Democrats have been critical of Geithner’s performance in recent weeks as well, with Rep. Peter DeFazio (D-OR) also calling for him to resign. And according to the New York Post, as Geithner gets battered, “JPMorgan Chase CEO Jamie Dimon is emerging as a potential replacement”:
Sources tell The Post that a number of policy makers have begun mentioning Dimon as a successor to Geithner, whose standing in Washington has suffered…[Dimon] has achieved rock star status during the financial crisis, having navigated JPMorgan through the recession and being a go-to guy when Uncle Sam last year needed Wall Street’s help during the collapses of Bear Stearns and Washington Mutual.
The Post cites “people familiar with Dimon’s thinking” as saying he “would love to serve his country.” No source in the article was willing to go on the record though, so who knows what their motivation for floating Dimon’s name was. As Laura Tara LaCapra wrote at The Street, “[Dimon's] name has been tossed about speculatively — and at times jealously — by those in the industry for some time.”

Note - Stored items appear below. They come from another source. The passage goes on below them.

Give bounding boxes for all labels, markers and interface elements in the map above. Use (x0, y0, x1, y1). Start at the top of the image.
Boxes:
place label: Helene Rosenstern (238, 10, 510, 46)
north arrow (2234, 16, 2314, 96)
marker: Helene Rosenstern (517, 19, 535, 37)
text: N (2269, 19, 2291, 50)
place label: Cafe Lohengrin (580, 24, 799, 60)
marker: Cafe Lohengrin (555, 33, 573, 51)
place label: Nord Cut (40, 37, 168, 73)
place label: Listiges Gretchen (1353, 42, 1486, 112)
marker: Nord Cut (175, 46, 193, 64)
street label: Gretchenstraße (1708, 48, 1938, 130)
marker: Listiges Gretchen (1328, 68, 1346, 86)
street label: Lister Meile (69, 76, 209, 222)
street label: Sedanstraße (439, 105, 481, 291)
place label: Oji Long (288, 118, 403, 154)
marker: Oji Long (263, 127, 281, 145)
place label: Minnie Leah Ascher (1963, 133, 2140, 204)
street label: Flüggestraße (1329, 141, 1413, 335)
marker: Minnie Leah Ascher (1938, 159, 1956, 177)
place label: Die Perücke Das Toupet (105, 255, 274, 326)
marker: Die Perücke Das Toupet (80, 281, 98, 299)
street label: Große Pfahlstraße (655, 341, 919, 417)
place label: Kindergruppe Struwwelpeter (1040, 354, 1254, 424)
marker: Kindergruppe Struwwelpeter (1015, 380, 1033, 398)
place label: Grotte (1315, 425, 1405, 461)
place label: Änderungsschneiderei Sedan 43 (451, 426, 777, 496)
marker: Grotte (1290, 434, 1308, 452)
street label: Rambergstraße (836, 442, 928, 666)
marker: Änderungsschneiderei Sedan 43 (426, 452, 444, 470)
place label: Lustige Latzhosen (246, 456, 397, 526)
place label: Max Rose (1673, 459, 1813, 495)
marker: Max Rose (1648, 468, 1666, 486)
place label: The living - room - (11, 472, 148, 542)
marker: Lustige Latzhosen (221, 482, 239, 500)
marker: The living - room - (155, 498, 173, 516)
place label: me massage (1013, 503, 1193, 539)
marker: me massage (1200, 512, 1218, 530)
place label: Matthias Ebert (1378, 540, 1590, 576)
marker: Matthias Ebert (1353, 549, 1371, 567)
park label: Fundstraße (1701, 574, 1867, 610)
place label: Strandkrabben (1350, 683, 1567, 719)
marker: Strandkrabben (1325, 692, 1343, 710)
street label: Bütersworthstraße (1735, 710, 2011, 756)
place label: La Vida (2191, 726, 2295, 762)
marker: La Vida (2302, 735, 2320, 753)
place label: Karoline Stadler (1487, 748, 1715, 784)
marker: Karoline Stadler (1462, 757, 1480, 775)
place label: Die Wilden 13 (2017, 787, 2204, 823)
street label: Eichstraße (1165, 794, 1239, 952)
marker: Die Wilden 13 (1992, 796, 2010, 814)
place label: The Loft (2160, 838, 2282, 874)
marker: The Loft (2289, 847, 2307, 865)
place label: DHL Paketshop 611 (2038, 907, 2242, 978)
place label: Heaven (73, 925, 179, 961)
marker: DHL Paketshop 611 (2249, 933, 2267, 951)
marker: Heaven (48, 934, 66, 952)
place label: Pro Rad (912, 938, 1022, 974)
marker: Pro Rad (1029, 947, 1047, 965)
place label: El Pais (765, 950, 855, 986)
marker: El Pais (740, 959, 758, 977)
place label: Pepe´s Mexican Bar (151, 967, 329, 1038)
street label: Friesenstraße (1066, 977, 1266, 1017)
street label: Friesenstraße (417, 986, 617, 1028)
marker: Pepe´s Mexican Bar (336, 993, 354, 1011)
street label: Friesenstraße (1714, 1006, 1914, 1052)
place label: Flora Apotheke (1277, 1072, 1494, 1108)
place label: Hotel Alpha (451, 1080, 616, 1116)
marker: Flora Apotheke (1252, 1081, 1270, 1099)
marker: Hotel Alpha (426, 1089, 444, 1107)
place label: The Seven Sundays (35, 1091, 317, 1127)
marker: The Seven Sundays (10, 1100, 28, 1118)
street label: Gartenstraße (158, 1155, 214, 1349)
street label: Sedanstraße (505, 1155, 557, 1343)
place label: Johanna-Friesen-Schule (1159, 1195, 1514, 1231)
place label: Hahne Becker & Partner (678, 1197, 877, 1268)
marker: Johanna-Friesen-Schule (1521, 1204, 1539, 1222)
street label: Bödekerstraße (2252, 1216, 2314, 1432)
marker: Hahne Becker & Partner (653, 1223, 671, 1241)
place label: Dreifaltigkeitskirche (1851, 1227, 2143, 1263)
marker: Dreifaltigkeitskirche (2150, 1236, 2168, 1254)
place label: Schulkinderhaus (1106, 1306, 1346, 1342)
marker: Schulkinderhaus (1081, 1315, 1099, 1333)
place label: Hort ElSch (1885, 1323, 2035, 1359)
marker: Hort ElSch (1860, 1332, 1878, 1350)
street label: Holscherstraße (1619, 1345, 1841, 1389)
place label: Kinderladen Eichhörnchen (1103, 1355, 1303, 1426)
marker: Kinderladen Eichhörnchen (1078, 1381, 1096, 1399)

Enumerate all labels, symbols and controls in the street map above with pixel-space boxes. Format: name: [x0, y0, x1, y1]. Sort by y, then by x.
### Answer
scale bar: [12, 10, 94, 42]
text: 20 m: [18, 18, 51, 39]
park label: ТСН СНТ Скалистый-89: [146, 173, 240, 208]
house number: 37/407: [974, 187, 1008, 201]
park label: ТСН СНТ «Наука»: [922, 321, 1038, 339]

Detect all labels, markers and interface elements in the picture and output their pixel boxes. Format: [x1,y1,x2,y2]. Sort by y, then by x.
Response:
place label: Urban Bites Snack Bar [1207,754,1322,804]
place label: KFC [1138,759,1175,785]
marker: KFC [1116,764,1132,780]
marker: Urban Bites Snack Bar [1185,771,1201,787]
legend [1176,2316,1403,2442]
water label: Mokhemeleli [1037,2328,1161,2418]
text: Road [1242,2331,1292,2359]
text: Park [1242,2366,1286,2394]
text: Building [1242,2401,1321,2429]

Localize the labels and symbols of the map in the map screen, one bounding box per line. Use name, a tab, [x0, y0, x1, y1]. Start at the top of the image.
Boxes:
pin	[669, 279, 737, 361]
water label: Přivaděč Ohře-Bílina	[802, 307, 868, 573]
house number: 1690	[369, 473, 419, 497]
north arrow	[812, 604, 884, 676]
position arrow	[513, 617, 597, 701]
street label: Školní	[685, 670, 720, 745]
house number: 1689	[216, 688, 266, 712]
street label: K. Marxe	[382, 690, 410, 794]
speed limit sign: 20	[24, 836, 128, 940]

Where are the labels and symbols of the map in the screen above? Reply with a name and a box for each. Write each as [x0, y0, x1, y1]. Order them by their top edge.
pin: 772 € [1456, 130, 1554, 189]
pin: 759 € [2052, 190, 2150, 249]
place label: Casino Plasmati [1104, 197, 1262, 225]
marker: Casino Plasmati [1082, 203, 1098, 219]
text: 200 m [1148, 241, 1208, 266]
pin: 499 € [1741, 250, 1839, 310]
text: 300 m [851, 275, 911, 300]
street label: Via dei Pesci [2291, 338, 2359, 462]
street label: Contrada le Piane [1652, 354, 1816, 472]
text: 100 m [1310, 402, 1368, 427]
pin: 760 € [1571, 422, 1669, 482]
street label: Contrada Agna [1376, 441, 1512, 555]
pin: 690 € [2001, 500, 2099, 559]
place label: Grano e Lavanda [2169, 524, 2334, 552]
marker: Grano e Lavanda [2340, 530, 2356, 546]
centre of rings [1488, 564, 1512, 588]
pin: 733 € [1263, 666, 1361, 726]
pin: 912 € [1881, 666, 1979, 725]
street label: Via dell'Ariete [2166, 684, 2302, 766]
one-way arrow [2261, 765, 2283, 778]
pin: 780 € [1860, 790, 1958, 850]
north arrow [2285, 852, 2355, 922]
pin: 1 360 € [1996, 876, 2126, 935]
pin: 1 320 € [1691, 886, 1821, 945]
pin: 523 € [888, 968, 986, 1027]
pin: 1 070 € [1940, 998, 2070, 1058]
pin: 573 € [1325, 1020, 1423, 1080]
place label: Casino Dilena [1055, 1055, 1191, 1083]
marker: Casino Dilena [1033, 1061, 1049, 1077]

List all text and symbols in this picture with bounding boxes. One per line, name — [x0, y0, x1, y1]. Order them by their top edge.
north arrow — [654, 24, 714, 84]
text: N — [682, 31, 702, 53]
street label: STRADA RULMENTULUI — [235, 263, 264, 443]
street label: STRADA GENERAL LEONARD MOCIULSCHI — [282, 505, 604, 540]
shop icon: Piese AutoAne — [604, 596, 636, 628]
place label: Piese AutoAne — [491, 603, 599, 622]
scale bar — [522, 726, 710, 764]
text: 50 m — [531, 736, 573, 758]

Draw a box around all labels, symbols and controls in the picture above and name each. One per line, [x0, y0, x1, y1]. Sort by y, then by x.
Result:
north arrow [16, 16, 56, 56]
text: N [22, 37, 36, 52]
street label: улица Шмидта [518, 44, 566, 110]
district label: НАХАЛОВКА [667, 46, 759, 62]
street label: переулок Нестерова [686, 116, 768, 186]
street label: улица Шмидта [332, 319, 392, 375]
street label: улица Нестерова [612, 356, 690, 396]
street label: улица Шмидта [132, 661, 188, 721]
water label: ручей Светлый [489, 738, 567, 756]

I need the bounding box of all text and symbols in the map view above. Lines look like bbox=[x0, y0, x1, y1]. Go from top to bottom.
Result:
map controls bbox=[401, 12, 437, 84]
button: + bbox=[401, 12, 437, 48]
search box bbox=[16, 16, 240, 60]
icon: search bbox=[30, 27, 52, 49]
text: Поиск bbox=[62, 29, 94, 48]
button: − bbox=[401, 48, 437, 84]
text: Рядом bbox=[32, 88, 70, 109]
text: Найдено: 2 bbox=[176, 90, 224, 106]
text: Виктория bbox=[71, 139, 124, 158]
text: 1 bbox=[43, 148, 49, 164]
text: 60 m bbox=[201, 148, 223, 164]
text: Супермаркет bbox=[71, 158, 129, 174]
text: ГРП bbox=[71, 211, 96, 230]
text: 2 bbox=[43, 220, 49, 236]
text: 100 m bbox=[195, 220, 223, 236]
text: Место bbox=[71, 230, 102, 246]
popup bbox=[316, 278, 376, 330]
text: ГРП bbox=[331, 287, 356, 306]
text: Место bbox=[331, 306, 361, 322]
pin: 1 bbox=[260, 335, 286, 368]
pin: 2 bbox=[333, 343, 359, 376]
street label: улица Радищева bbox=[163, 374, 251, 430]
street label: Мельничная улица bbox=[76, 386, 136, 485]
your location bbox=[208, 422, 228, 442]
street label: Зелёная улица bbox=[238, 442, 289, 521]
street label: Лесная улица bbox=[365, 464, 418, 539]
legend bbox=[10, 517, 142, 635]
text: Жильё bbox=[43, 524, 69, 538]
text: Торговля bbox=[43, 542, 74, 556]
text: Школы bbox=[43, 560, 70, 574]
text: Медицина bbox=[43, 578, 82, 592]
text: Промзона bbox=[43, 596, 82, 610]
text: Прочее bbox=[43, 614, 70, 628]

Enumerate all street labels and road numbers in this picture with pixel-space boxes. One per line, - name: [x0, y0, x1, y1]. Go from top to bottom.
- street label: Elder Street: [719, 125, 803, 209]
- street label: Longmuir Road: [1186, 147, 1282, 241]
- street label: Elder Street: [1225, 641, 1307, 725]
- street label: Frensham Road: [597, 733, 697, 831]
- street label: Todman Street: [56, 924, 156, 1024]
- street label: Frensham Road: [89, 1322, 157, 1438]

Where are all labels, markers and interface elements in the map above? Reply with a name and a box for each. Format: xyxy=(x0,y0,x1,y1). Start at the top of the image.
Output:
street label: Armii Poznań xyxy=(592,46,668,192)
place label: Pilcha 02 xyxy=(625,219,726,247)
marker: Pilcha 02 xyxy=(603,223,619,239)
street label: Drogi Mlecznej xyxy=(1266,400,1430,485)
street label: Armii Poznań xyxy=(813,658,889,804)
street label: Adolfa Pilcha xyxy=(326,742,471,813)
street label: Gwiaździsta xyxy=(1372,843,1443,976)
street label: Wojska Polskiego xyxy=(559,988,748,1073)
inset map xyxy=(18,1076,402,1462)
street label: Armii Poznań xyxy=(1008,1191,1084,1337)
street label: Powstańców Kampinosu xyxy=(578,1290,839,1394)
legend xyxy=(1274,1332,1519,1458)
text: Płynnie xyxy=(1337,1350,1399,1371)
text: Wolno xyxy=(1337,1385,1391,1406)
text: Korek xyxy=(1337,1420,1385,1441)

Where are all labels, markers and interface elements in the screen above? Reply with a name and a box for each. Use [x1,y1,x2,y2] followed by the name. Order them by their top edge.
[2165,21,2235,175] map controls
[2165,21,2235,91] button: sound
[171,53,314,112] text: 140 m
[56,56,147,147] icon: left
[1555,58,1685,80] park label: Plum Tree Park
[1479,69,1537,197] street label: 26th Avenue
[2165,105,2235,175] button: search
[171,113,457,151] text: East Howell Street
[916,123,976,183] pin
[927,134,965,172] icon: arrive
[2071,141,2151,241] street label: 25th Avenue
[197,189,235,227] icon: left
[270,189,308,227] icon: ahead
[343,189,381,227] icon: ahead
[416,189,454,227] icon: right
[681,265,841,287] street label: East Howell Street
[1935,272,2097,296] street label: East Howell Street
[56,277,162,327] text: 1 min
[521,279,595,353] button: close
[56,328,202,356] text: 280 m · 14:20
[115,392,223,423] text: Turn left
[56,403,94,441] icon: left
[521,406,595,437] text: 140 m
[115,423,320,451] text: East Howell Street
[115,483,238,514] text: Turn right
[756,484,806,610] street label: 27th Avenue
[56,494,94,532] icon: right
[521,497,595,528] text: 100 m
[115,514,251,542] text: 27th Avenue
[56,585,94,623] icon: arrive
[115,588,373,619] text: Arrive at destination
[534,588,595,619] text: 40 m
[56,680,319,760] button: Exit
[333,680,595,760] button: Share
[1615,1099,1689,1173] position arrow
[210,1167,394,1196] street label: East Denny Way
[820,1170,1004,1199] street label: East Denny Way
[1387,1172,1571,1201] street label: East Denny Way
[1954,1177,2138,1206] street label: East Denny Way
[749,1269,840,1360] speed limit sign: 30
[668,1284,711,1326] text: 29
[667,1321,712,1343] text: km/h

But politically, if such a personnel switch did come to pass, it would strike me as odd. Geithner’s problem is that he is perceived as being too cozy with Wall Street, and is blamed for the dichotomy between Wall Street’s resurgence and Main Street’s continued time in the doldrums. The failure of the “bailout” to translate into wider recovery is, fairly or not, laid on his doorstep, with 42 percent of Americans saying that “has done a poor job handling the credit crisis and federal bailout programs.”
If that is the case, how would the problem be assuaged by plucking a CEO directly from Wall Street to take over? For his part, Dimon has been very careful to applaud efforts at regulatory reform (aside from panning the idea of a Consumer Financial Protection Agency), and even penned a Washington Post op-ed fully supporting a robust resolution authority for taking apart failed financial institutions. He is also supportive of efforts to help troubled homeowners receive mortgage modifications, telling investors who were bashing the administration’s effort that “they should get over it.”
Dimon has also said that “tax cuts should go to lower paid citizens, not the wealthy.” But he does not support limits on bank size, and JP Morgan is part of a Wall Street trifecta (including Goldman Sachs and Morgan Stanley) that is on pace to pay out $30 billion in bonuses, an increase of 60 percent from last year.
So if the perception is that Geithner is coddling the banks, would that change with Dimon, as opposed to someone without ties to Wall Street? I’m not sure that case can be made. But on the plus side, Dimon hasn’t characterized anything that he’s done as “God’s work.”